The self-titled track is fascinating for a variety of reasons. After rushing through a flurry of circus-like enchantments, the group transitions into a sort of girl-group mentality as they each take turns with a very melodic vocal line over a dizzying rush of keys and bass. Think about what The Pipettes would sound like if they were somehow involved in Cirque du Soleil and this fast-paced gem is the result. “Wading in Deeper” serves as the ballad of the album, being a highly emotional effort as the vocals cry out, “LaLalalala, wading in deeper,” over a steady piano accompaniment and sporadic additions of a hastily plucked mandolin, à la Morricone. The second verse in the chorus goes from “up to her knees” to “up to her waist” and then “over her head” in each successive chorus until the track concludes, ending abruptly on a rather tragic note.

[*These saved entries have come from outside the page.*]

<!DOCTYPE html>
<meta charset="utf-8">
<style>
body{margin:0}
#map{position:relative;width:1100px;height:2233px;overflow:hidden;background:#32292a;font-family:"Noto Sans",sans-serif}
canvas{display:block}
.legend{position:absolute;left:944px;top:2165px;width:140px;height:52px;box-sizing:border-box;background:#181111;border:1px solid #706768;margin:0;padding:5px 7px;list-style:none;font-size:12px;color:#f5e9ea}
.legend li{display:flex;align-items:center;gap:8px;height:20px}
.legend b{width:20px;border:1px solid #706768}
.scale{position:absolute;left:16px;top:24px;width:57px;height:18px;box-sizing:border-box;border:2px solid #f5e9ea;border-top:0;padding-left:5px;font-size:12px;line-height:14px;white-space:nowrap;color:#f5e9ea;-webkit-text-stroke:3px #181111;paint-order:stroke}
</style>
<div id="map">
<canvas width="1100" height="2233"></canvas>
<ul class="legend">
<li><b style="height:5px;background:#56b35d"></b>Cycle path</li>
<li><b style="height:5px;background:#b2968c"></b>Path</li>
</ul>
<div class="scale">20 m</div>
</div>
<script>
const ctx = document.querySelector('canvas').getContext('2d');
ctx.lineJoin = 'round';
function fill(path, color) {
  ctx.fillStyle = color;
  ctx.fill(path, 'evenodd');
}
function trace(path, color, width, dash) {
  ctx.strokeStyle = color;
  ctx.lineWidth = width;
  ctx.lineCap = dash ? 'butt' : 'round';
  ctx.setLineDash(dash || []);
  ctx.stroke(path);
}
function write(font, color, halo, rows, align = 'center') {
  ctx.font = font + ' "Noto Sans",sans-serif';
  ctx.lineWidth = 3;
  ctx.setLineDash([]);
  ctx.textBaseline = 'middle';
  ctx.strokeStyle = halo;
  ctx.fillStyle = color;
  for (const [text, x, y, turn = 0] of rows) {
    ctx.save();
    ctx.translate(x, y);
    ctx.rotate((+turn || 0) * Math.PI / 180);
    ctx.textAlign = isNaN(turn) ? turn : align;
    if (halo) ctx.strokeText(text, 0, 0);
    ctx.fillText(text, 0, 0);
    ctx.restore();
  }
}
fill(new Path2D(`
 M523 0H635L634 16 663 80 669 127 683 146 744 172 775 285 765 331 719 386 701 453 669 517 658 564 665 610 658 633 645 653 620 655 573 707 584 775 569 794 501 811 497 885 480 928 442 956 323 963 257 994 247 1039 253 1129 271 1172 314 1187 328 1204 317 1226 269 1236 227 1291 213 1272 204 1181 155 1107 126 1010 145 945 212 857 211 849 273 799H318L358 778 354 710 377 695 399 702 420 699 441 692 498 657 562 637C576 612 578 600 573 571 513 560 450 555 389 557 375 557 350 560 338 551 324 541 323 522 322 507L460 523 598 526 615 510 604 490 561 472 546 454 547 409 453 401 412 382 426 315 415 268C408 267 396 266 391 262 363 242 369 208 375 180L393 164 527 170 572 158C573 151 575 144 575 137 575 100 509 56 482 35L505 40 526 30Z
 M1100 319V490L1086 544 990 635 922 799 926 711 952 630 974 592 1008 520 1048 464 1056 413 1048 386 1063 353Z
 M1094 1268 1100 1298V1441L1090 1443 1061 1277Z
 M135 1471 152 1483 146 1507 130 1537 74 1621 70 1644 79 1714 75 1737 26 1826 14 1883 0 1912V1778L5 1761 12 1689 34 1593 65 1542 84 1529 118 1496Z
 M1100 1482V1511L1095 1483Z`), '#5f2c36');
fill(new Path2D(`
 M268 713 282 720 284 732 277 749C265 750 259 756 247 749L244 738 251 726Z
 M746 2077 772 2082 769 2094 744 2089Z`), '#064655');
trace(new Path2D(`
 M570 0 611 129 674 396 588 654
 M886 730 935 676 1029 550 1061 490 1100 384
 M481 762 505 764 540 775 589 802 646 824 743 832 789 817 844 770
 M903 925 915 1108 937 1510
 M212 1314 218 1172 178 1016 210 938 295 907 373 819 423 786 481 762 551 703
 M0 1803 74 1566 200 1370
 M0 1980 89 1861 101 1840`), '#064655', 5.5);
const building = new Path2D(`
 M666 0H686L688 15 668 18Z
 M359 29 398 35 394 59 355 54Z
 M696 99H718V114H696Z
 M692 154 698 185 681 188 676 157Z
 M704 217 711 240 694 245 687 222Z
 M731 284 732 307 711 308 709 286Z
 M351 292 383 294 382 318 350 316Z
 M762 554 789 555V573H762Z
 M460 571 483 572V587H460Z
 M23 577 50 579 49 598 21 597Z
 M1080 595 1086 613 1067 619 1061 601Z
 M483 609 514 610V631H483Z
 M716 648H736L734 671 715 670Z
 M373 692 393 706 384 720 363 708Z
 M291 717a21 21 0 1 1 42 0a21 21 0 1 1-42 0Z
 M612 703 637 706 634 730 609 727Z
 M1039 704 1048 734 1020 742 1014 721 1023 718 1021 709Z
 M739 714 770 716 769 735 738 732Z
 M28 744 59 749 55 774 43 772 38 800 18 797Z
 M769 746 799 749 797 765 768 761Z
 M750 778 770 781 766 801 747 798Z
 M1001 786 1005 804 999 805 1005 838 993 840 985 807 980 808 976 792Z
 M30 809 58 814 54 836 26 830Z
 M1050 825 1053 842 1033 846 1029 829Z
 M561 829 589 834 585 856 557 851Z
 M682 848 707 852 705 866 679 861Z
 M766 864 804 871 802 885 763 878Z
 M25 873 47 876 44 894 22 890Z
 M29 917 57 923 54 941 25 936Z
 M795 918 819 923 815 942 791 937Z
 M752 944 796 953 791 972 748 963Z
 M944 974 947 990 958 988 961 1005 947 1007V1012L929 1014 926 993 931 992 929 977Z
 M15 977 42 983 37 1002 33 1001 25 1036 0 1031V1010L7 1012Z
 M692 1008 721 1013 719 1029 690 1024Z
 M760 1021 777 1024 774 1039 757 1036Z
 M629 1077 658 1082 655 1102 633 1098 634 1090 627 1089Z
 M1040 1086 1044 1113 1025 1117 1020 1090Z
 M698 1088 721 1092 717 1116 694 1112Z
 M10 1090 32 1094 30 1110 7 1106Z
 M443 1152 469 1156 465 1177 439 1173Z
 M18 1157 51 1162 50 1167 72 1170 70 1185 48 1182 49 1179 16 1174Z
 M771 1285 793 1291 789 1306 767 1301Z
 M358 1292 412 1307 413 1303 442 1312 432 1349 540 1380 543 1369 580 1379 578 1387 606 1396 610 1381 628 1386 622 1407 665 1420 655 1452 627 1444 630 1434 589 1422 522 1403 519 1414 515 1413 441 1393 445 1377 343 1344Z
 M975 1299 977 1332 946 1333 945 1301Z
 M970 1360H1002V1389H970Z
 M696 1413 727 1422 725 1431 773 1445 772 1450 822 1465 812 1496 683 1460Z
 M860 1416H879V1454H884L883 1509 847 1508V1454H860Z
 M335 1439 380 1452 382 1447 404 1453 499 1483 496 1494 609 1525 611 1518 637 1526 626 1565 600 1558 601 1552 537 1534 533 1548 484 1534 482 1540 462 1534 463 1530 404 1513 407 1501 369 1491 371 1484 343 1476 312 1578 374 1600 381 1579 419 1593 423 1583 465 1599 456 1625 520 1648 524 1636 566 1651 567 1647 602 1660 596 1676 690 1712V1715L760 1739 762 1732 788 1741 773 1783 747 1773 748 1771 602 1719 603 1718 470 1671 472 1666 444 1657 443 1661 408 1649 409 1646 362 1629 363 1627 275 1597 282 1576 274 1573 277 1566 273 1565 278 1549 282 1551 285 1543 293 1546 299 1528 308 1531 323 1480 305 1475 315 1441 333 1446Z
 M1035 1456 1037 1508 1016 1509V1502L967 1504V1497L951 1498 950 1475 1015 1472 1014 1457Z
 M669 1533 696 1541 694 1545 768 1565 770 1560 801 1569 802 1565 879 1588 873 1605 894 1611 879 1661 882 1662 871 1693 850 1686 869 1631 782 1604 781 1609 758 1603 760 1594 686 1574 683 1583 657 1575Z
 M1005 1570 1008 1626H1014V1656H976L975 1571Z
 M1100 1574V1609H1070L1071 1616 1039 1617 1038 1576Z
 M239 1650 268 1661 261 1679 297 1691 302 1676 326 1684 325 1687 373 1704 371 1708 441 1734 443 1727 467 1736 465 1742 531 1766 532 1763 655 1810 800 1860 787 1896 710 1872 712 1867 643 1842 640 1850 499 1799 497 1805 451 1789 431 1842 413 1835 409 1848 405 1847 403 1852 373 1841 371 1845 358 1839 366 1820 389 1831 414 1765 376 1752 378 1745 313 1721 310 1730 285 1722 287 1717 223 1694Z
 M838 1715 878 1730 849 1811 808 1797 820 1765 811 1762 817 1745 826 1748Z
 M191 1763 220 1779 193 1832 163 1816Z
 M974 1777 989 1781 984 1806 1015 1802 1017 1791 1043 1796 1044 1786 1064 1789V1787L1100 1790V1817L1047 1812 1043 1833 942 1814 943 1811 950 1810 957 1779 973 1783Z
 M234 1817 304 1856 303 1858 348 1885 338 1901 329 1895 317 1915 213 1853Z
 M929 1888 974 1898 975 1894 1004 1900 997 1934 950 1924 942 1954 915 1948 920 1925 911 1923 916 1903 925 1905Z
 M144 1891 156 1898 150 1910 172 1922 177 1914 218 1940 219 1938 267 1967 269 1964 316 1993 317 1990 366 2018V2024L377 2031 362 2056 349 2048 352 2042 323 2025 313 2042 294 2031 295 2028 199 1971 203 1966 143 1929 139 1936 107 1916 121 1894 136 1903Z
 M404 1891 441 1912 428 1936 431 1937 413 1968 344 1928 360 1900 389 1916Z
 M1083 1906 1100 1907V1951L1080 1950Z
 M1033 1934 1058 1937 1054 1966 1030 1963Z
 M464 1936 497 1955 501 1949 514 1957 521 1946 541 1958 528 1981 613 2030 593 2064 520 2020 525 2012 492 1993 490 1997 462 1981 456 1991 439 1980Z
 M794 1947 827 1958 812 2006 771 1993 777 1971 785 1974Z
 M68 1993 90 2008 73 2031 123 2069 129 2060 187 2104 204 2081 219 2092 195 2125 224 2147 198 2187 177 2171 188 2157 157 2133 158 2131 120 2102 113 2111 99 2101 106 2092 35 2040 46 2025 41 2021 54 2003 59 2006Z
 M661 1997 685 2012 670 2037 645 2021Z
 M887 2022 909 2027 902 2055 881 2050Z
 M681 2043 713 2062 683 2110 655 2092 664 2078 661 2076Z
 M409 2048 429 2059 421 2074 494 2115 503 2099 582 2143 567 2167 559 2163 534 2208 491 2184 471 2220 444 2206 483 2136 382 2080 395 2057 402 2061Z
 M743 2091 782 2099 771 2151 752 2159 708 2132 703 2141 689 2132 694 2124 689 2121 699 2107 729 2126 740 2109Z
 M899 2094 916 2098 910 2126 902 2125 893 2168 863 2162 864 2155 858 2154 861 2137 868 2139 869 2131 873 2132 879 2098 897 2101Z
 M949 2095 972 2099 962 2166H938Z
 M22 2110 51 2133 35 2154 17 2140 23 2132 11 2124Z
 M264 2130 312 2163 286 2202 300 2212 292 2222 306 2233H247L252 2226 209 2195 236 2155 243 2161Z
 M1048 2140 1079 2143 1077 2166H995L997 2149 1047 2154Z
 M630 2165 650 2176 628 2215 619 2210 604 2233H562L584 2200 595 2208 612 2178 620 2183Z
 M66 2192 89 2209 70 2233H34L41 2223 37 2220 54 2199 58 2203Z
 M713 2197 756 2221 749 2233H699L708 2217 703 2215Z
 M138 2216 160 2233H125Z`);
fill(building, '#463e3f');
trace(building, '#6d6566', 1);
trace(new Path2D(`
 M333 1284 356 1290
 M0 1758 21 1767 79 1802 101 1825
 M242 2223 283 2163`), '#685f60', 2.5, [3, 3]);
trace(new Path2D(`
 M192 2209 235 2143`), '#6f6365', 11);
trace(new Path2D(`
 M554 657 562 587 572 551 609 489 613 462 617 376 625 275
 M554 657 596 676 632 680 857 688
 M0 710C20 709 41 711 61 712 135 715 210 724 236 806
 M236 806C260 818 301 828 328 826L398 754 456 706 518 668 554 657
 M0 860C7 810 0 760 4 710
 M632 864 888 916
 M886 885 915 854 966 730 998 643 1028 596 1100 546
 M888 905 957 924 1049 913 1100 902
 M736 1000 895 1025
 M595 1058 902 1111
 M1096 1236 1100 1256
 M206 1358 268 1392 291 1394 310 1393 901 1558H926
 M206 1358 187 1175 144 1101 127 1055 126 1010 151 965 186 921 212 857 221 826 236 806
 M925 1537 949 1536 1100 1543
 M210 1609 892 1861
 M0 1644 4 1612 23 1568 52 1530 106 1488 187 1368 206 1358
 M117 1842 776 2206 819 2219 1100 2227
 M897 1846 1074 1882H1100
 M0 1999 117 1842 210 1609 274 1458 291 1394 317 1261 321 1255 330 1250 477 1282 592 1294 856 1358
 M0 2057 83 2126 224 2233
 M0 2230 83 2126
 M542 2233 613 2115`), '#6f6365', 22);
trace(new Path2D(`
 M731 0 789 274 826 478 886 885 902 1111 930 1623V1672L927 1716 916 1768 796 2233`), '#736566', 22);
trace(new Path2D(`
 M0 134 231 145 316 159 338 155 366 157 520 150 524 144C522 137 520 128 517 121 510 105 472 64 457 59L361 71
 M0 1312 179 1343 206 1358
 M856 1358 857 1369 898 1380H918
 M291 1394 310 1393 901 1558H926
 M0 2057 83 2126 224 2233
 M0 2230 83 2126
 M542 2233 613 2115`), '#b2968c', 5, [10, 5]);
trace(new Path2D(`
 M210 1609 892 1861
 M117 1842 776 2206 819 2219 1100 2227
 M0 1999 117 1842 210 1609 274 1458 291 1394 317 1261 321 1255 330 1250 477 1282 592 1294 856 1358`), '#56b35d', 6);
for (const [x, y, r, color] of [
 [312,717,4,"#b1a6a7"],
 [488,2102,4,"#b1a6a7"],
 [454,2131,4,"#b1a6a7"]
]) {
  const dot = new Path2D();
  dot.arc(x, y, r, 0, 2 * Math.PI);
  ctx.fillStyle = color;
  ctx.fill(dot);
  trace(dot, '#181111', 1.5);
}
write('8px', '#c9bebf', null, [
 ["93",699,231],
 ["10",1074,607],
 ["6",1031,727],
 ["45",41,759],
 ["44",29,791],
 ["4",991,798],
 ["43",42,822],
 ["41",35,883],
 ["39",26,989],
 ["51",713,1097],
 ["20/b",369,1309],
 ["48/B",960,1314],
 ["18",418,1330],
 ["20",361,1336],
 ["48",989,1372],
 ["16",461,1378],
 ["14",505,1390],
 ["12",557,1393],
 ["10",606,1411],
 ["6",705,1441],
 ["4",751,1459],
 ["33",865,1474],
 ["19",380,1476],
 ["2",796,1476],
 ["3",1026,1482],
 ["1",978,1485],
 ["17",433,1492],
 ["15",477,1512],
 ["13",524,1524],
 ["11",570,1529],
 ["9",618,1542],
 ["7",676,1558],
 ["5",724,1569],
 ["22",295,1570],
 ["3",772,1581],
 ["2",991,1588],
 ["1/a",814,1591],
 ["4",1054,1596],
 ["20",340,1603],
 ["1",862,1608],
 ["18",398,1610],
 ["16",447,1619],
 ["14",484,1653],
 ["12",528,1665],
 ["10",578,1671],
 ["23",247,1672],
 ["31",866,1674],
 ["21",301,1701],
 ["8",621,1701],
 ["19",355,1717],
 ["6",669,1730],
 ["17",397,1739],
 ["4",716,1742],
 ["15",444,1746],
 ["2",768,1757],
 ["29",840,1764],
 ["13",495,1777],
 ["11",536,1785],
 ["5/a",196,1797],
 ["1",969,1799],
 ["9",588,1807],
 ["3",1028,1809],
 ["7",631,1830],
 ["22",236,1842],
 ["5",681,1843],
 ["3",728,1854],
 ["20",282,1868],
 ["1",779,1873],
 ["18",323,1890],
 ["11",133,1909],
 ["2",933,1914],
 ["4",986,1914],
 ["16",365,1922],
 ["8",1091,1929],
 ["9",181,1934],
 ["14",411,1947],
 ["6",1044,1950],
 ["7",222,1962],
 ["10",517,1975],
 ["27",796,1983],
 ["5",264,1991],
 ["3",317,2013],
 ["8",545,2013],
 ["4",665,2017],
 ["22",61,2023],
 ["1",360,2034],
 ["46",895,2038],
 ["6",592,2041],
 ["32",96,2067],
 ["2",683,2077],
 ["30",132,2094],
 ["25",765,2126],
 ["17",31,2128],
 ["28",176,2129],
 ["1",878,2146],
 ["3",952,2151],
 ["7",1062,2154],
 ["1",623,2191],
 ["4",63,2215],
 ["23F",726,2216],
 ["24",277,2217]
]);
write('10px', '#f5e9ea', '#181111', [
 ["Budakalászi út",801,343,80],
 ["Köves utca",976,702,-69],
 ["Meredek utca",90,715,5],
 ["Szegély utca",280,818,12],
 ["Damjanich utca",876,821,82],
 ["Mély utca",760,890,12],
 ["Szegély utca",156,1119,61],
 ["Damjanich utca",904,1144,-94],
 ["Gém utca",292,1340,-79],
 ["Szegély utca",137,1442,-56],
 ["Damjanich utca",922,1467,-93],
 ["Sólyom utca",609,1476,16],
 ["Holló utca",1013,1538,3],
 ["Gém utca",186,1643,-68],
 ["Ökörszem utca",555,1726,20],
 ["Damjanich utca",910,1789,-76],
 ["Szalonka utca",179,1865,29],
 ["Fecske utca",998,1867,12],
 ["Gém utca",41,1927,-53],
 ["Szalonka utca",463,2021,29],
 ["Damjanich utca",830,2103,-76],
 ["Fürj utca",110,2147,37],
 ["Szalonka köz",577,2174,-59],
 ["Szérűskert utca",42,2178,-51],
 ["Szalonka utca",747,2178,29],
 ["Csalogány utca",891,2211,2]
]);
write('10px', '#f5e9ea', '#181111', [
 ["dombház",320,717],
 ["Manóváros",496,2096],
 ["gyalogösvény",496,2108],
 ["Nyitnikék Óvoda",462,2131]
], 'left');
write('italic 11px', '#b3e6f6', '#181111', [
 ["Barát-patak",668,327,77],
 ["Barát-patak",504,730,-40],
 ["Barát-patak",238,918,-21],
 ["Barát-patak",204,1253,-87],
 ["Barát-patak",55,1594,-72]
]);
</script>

“To the Sea” is a short but satisfying track with a sharp string-aided chorus, while “Play My Darling, Play” is an accurate imitation of country-folk that has become a fan favorite for good reason. “Mother Superior” sits in the same boat as “Hey Ho, On the Devil’s Back” as being an epically invigorating epic, succeeding on all the same fronts and being a flawless closer to a sensational album. As you can probably see by my enthusiasm for each and every track on this gem of a release, I personally consider Le Pop to be one of the best debuts of the year. It is also one of the most stylistically masterful, not flaunting a single dull moment as this four-piece from Norway is one of the most passionately talented groups of musicians I have heard all year.